Now more than ever it's crucial to have a strong backup defense. That's what pharmaceutical companies are learning after a Supreme Court decision that shot down pre-emption as a defense in many cases where plaintiffs claim prescription-drug warnings are inadequate.

While the court's March ruling in Wyeth v. Levine stripped the defendants' arsenal of a primary weapon, it did not render drug manufacturers defenseless. Recent 5th Circuit decisions in Ebel v. Eli Lilly & Co. and Allgood v. GlaxoSmithKline, echoing similar rulings in other jurisdictions, have reinforced an old standby--the learned intermediary doctrine--as a prime litigation spoiler.

Label Disputes

In Ebel, Beatriz Ebel claimed that Lilly's drug Zyprexa contributed to her husband's suicide in 2002. Philip Ebel, who suffered from chronic, severe headaches, had been taking Zyprexa for nearly four months when he fatally shot himself.

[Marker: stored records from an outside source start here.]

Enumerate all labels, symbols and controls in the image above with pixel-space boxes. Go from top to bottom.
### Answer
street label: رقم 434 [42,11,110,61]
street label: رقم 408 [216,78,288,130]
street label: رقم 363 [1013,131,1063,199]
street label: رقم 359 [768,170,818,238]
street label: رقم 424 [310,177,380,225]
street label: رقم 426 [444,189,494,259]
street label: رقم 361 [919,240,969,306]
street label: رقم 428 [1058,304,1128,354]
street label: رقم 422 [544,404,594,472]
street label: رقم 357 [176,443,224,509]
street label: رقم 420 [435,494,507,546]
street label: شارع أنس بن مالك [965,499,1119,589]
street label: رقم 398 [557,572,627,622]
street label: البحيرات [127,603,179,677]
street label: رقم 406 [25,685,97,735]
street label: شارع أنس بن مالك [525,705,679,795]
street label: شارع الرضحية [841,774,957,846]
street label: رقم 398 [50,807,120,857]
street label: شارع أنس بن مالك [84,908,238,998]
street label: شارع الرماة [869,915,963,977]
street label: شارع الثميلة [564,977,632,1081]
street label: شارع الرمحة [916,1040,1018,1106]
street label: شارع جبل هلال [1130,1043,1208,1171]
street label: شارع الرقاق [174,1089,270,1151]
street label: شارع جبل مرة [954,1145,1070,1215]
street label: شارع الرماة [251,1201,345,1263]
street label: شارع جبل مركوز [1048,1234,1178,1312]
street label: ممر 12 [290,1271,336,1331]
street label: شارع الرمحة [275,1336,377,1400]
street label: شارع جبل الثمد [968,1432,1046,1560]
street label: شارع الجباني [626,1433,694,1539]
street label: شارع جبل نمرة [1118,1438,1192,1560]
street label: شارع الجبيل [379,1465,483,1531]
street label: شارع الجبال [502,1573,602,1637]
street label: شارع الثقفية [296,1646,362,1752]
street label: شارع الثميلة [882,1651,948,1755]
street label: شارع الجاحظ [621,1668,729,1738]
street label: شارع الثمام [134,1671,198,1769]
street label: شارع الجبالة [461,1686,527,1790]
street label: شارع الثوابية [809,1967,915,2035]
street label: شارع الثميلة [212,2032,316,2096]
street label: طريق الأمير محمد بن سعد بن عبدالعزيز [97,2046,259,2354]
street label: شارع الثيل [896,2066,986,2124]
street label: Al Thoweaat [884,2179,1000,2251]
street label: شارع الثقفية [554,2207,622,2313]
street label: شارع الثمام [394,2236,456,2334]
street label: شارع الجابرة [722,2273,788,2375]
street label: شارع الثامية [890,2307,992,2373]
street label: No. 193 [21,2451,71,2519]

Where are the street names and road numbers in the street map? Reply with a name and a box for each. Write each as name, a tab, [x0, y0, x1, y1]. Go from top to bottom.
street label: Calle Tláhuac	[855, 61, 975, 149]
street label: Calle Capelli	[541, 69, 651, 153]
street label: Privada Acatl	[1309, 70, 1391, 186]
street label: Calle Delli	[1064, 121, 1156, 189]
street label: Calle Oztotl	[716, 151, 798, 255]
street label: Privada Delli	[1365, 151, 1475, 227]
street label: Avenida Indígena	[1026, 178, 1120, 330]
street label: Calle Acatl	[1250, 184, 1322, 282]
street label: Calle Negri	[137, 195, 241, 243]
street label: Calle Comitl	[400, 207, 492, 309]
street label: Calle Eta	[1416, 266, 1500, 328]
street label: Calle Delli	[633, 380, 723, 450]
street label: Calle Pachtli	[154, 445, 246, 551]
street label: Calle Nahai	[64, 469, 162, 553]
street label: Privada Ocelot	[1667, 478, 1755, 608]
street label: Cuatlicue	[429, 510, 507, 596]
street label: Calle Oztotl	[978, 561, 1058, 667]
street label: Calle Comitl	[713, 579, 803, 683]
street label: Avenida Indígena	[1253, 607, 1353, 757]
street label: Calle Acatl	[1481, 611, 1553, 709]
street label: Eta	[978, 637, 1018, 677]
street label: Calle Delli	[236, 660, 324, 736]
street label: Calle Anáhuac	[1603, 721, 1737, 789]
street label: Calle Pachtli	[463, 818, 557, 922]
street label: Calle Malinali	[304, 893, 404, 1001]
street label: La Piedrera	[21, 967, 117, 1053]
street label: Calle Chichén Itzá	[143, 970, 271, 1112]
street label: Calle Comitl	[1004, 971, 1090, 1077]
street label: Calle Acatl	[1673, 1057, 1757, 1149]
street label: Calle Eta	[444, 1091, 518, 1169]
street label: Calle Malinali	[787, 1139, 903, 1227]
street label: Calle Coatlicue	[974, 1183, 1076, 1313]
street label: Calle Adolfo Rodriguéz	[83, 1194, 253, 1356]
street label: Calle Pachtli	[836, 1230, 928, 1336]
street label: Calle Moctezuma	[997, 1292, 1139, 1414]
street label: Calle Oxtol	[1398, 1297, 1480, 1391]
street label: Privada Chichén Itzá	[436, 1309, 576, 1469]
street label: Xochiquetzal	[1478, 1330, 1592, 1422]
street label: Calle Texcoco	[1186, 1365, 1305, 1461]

The suit alleged Zyprexa's label did not warn that the drug might cause a patient to commit suicide. The district court dismissed the plaintiff's claim, concluding that Zyprexa's warning was adequate and that the plaintiff failed to prove that the drug was the producing cause of her husband's death. The 5th Circuit agreed with the district court ruling that granted summary judgment to Lilly on the grounds that Ebel's doctor--the learned intermediary--informed him of Zyprexa's risks.